▶ **Directions for this task**: The task here is to set down every line of the listing exactly.

_ _ _ _

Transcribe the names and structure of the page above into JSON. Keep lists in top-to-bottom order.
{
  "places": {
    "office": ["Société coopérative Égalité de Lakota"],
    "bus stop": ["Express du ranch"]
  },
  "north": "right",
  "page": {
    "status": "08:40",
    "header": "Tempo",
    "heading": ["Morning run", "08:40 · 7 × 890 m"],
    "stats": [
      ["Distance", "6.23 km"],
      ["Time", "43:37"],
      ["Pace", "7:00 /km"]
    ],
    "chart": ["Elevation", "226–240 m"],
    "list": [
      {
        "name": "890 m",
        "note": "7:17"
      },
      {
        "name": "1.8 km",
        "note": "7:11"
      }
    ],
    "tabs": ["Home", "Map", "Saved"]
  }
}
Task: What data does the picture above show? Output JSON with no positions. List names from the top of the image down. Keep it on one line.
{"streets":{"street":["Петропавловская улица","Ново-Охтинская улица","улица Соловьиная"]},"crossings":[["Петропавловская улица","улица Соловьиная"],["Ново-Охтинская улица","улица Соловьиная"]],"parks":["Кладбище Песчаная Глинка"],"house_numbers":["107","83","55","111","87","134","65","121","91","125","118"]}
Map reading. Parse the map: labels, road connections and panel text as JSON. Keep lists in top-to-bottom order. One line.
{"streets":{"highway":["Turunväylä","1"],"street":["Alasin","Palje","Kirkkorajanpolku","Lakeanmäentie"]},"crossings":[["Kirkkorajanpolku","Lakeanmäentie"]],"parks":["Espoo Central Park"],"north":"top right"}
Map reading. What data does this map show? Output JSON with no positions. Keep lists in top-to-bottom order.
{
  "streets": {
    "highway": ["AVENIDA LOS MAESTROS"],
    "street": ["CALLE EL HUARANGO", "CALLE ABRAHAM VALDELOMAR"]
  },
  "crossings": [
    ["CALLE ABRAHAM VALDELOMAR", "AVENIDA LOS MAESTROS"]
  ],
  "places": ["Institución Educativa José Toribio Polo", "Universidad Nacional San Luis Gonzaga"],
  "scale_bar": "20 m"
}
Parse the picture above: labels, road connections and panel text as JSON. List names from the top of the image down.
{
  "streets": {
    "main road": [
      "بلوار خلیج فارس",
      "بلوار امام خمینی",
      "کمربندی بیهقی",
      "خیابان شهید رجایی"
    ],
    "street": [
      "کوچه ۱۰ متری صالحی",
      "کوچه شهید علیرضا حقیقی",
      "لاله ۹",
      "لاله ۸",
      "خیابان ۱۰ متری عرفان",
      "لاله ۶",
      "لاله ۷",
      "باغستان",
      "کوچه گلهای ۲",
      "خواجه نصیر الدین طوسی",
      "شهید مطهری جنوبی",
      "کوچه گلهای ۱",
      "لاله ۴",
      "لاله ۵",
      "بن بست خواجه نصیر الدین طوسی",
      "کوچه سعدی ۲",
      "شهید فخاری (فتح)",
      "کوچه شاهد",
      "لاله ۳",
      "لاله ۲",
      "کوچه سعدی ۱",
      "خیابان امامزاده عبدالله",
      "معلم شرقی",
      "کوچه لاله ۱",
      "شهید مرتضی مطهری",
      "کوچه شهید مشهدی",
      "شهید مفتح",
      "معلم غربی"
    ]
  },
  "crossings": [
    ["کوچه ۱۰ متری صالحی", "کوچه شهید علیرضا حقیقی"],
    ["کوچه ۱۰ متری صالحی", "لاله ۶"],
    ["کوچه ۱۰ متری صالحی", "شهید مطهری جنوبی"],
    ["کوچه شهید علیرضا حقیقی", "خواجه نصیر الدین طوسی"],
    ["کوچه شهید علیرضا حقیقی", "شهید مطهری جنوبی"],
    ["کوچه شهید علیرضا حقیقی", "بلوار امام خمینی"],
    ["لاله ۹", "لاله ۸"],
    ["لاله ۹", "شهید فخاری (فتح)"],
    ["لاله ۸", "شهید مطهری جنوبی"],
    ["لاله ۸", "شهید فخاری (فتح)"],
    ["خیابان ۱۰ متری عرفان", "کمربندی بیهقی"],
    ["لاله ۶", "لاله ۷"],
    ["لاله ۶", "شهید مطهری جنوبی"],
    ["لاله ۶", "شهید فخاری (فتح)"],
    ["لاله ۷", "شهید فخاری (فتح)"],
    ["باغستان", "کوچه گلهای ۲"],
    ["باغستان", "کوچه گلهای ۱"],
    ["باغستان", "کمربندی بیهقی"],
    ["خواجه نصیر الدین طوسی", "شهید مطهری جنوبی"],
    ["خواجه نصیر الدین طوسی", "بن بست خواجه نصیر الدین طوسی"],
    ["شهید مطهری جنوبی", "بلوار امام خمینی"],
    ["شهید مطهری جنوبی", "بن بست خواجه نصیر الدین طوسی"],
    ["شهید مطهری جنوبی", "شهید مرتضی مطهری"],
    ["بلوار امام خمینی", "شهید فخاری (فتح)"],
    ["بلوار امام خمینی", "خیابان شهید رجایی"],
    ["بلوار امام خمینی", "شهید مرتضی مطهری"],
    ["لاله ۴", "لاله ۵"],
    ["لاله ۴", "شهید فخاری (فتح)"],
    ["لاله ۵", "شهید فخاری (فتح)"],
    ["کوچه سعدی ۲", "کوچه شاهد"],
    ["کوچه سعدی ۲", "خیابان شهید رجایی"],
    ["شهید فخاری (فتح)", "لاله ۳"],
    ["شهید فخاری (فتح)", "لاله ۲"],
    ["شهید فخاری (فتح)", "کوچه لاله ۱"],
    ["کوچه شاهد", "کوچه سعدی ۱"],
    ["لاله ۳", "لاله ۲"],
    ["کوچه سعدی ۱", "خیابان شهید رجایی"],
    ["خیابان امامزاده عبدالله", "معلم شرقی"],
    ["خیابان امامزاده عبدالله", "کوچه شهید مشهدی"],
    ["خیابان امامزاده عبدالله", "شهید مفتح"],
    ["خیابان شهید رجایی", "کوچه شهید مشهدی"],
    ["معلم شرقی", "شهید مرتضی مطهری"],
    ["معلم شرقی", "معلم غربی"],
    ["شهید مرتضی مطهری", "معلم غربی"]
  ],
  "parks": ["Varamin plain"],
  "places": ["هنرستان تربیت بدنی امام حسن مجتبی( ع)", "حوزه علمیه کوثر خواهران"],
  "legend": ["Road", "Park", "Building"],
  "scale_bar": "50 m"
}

_ _ _ _

▶ **Response to this task**:
Transcribe the names and structure of the page above into JSON. Keep lists in top-to-bottom order.
{
  "places": {
    "office": ["Société coopérative Égalité de Lakota"],
    "bus stop": ["Express du ranch"]
  },
  "north": "right",
  "page": {
    "status": "08:40",
    "header": "Tempo",
    "heading": ["Morning run", "08:40 · 7 × 890 m"],
    "stats": [
      ["Distance", "6.23 km"],
      ["Time", "43:37"],
      ["Pace", "7:00 /km"]
    ],
    "chart": ["Elevation", "226–240 m"],
    "list": [
      {
        "name": "890 m",
        "note": "7:17"
      },
      {
        "name": "1.8 km",
        "note": "7:11"
      }
    ],
    "tabs": ["Home", "Map", "Saved"]
  }
}
Task: What data does the picture above show? Output JSON with no positions. List names from the top of the image down. Keep it on one line.
{"streets":{"street":["Петропавловская улица","Ново-Охтинская улица","улица Соловьиная"]},"crossings":[["Петропавловская улица","улица Соловьиная"],["Ново-Охтинская улица","улица Соловьиная"]],"parks":["Кладбище Песчаная Глинка"],"house_numbers":["107","83","55","111","87","134","65","121","91","125","118"]}
Map reading. Parse the map: labels, road connections and panel text as JSON. Keep lists in top-to-bottom order. One line.
{"streets":{"highway":["Turunväylä","1"],"street":["Alasin","Palje","Kirkkorajanpolku","Lakeanmäentie"]},"crossings":[["Kirkkorajanpolku","Lakeanmäentie"]],"parks":["Espoo Central Park"],"north":"top right"}
Map reading. What data does this map show? Output JSON with no positions. Keep lists in top-to-bottom order.
{
  "streets": {
    "highway": ["AVENIDA LOS MAESTROS"],
    "street": ["CALLE EL HUARANGO", "CALLE ABRAHAM VALDELOMAR"]
  },
  "crossings": [
    ["CALLE ABRAHAM VALDELOMAR", "AVENIDA LOS MAESTROS"]
  ],
  "places": ["Institución Educativa José Toribio Polo", "Universidad Nacional San Luis Gonzaga"],
  "scale_bar": "20 m"
}
Parse the picture above: labels, road connections and panel text as JSON. List names from the top of the image down.
{
  "streets": {
    "main road": [
      "بلوار خلیج فارس",
      "بلوار امام خمینی",
      "کمربندی بیهقی",
      "خیابان شهید رجایی"
    ],
    "street": [
      "کوچه ۱۰ متری صالحی",
      "کوچه شهید علیرضا حقیقی",
      "لاله ۹",
      "لاله ۸",
      "خیابان ۱۰ متری عرفان",
      "لاله ۶",
      "لاله ۷",
      "باغستان",
      "کوچه گلهای ۲",
      "خواجه نصیر الدین طوسی",
      "شهید مطهری جنوبی",
      "کوچه گلهای ۱",
      "لاله ۴",
      "لاله ۵",
      "بن بست خواجه نصیر الدین طوسی",
      "کوچه سعدی ۲",
      "شهید فخاری (فتح)",
      "کوچه شاهد",
      "لاله ۳",
      "لاله ۲",
      "کوچه سعدی ۱",
      "خیابان امامزاده عبدالله",
      "معلم شرقی",
      "کوچه لاله ۱",
      "شهید مرتضی مطهری",
      "کوچه شهید مشهدی",
      "شهید مفتح",
      "معلم غربی"
    ]
  },
  "crossings": [
    ["کوچه ۱۰ متری صالحی", "کوچه شهید علیرضا حقیقی"],
    ["کوچه ۱۰ متری صالحی", "لاله ۶"],
    ["کوچه ۱۰ متری صالحی", "شهید مطهری جنوبی"],
    ["کوچه شهید علیرضا حقیقی", "خواجه نصیر الدین طوسی"],
    ["کوچه شهید علیرضا حقیقی", "شهید مطهری جنوبی"],
    ["کوچه شهید علیرضا حقیقی", "بلوار امام خمینی"],
    ["لاله ۹", "لاله ۸"],
    ["لاله ۹", "شهید فخاری (فتح)"],
    ["لاله ۸", "شهید مطهری جنوبی"],
    ["لاله ۸", "شهید فخاری (فتح)"],
    ["خیابان ۱۰ متری عرفان", "کمربندی بیهقی"],
    ["لاله ۶", "لاله ۷"],
    ["لاله ۶", "شهید مطهری جنوبی"],
    ["لاله ۶", "شهید فخاری (فتح)"],
    ["لاله ۷", "شهید فخاری (فتح)"],
    ["باغستان", "کوچه گلهای ۲"],
    ["باغستان", "کوچه گلهای ۱"],
    ["باغستان", "کمربندی بیهقی"],
    ["خواجه نصیر الدین طوسی", "شهید مطهری جنوبی"],
    ["خواجه نصیر الدین طوسی", "بن بست خواجه نصیر الدین طوسی"],
    ["شهید مطهری جنوبی", "بلوار امام خمینی"],
    ["شهید مطهری جنوبی", "بن بست خواجه نصیر الدین طوسی"],
    ["شهید مطهری جنوبی", "شهید مرتضی مطهری"],
    ["بلوار امام خمینی", "شهید فخاری (فتح)"],
    ["بلوار امام خمینی", "خیابان شهید رجایی"],
    ["بلوار امام خمینی", "شهید مرتضی مطهری"],
    ["لاله ۴", "لاله ۵"],
    ["لاله ۴", "شهید فخاری (فتح)"],
    ["لاله ۵", "شهید فخاری (فتح)"],
    ["کوچه سعدی ۲", "کوچه شاهد"],
    ["کوچه سعدی ۲", "خیابان شهید رجایی"],
    ["شهید فخاری (فتح)", "لاله ۳"],
    ["شهید فخاری (فتح)", "لاله ۲"],
    ["شهید فخاری (فتح)", "کوچه لاله ۱"],
    ["کوچه شاهد", "کوچه سعدی ۱"],
    ["لاله ۳", "لاله ۲"],
    ["کوچه سعدی ۱", "خیابان شهید رجایی"],
    ["خیابان امامزاده عبدالله", "معلم شرقی"],
    ["خیابان امامزاده عبدالله", "کوچه شهید مشهدی"],
    ["خیابان امامزاده عبدالله", "شهید مفتح"],
    ["خیابان شهید رجایی", "کوچه شهید مشهدی"],
    ["معلم شرقی", "شهید مرتضی مطهری"],
    ["معلم شرقی", "معلم غربی"],
    ["شهید مرتضی مطهری", "معلم غربی"]
  ],
  "parks": ["Varamin plain"],
  "places": ["هنرستان تربیت بدنی امام حسن مجتبی( ع)", "حوزه علمیه کوثر خواهران"],
  "legend": ["Road", "Park", "Building"],
  "scale_bar": "50 m"
}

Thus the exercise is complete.